Victim of Slip and Fall on Unnatural Snow Accumulation Has Favorable Verdict Reversed
On February 16, 2007, Annette Barber suffered a fall at a Danville gas station, when she tripped over a mound of piled snow, which was adjacent to customer parking spaces. Ms. Barber filed suit against the owner of the gas station alleging that the Defendant was negligent because it acted or failed to act in one or more of the following ways: a) failed to properly maintain its premises by allowing snow to be piled into an unnatural accumulation near its lined parking spaces; b) failed to warn the Ms. Barber of the dangerous condition upon its premises; and/or c) failed to adequately inspect the premises to prevent an unnatural accumulation of snow. Furthermore, Ms. Barber alleged that as a result of the Defendant’s negligence she was injured and sustained damages.
Generally, property owners have no duty to remove “natural accumulations” of ice from their property. However, one may recover damages for falls on icy sidewalks or parking lots, if one can prove that the negligent design or maintenance of the underlying pavement caused an “unnatural accumulation” of ice.

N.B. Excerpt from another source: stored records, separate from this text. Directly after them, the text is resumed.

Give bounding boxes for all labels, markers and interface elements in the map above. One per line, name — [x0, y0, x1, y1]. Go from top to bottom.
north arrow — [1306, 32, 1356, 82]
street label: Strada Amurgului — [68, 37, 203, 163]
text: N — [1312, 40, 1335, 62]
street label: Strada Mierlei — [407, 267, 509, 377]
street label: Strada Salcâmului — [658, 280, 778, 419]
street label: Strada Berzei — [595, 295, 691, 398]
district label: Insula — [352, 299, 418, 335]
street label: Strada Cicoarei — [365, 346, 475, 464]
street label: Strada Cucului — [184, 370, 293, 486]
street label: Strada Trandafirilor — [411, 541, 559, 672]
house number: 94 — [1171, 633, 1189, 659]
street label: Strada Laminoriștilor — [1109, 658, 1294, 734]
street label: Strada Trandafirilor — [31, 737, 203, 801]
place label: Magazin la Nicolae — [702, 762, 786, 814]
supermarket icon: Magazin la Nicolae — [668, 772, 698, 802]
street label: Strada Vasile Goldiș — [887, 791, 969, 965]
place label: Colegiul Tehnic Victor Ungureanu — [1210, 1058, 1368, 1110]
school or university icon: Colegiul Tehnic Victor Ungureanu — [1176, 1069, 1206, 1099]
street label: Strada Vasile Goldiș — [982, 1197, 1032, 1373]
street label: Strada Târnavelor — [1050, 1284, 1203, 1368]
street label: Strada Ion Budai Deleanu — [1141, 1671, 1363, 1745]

In order to successfully prove such a case, one must prove the following: a) there was an unnatural accumulation of ice on the property, which presented an unreasonable risk of harm to people on the property; b) the property owner knew, or in the exercise of ordinary care should have known, of both the condition and the risk; c) the property owner could reasonably expect that people on the property would not discover or realize the danger, or that they would fail to protect against such danger; d) the property owner was negligent; e) the plaintiff was injured; and f) the property owner’s negligence was a proximate cause of the plaintiff’s injury.
In August of 2011, Ms. Barber’s case proceeded to a jury trial. Ms. Barber presented evidence that her injury required her to undergo three surgeries, to repair the foot fracture that she sustained as a result of the fall. The Defendant argued that the snow was a natural accumulation and that the Defendant had no duty to warn or protect Ms. Barber from the alleged snow accumulation. However, the jury found in favor of Ms. Barber, in the amount of $496,609.67, and reduced that award by 25%, to account for the negligence that they attributed to Ms. Barber’s actions.
Notwithstanding, the Defendant appealed the trial court’s rulings that led to the above mentioned verdict. In quoting other cases, the Fourth District stated: “…along with snow removal operations like shoveling and plowing, the mere sprinkling of salt, causing ice to melt, although it may later refreeze, does not aggravate a natural condition, so as to form a basis for liability on the part of the property owner.” Furthermore, it noted that: “…shoveling and plowing snow-covered parking lots, along with salting ice-covered walkways, are desirable actions… during the winter months.” The court further stated that since it is rare that such remedial operations can be done perfectly, requiring such perfection would cause an unreasonable burden upon property owners. For these reasons, the Fourth District directed the trial court to set aside the verdict and enter judgment for the Defendant.